> [Problem statement]: With the first line as the start and the line containing "Give me a JSON" as the end, write out every line of the records exactly.

Collected data entries:
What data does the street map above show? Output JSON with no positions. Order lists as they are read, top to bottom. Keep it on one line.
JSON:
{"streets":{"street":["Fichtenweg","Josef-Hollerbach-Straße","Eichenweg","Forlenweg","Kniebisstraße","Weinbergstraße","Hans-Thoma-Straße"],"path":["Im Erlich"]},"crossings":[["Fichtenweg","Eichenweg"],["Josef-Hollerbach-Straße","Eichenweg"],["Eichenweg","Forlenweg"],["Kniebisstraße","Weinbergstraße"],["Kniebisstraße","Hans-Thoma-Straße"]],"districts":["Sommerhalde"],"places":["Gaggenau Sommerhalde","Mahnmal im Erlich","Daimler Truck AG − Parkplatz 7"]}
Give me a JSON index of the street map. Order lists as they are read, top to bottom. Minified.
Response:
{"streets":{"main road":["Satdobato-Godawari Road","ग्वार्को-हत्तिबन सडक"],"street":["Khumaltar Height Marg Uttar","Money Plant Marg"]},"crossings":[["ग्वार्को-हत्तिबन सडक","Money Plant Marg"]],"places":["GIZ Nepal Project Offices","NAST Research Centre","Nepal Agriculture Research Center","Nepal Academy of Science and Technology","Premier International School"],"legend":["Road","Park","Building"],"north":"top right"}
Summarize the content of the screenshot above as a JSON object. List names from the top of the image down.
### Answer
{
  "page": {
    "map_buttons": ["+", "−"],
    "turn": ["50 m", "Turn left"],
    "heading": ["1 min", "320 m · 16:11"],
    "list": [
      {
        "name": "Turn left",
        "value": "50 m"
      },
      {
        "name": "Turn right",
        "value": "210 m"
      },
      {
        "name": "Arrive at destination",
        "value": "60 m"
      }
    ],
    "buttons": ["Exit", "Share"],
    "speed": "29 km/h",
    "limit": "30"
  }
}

> [Finished exercise]:
What data does the street map above show? Output JSON with no positions. Order lists as they are read, top to bottom. Keep it on one line.
JSON:
{"streets":{"street":["Fichtenweg","Josef-Hollerbach-Straße","Eichenweg","Forlenweg","Kniebisstraße","Weinbergstraße","Hans-Thoma-Straße"],"path":["Im Erlich"]},"crossings":[["Fichtenweg","Eichenweg"],["Josef-Hollerbach-Straße","Eichenweg"],["Eichenweg","Forlenweg"],["Kniebisstraße","Weinbergstraße"],["Kniebisstraße","Hans-Thoma-Straße"]],"districts":["Sommerhalde"],"places":["Gaggenau Sommerhalde","Mahnmal im Erlich","Daimler Truck AG − Parkplatz 7"]}
Give me a JSON index of the street map. Order lists as they are read, top to bottom. Minified.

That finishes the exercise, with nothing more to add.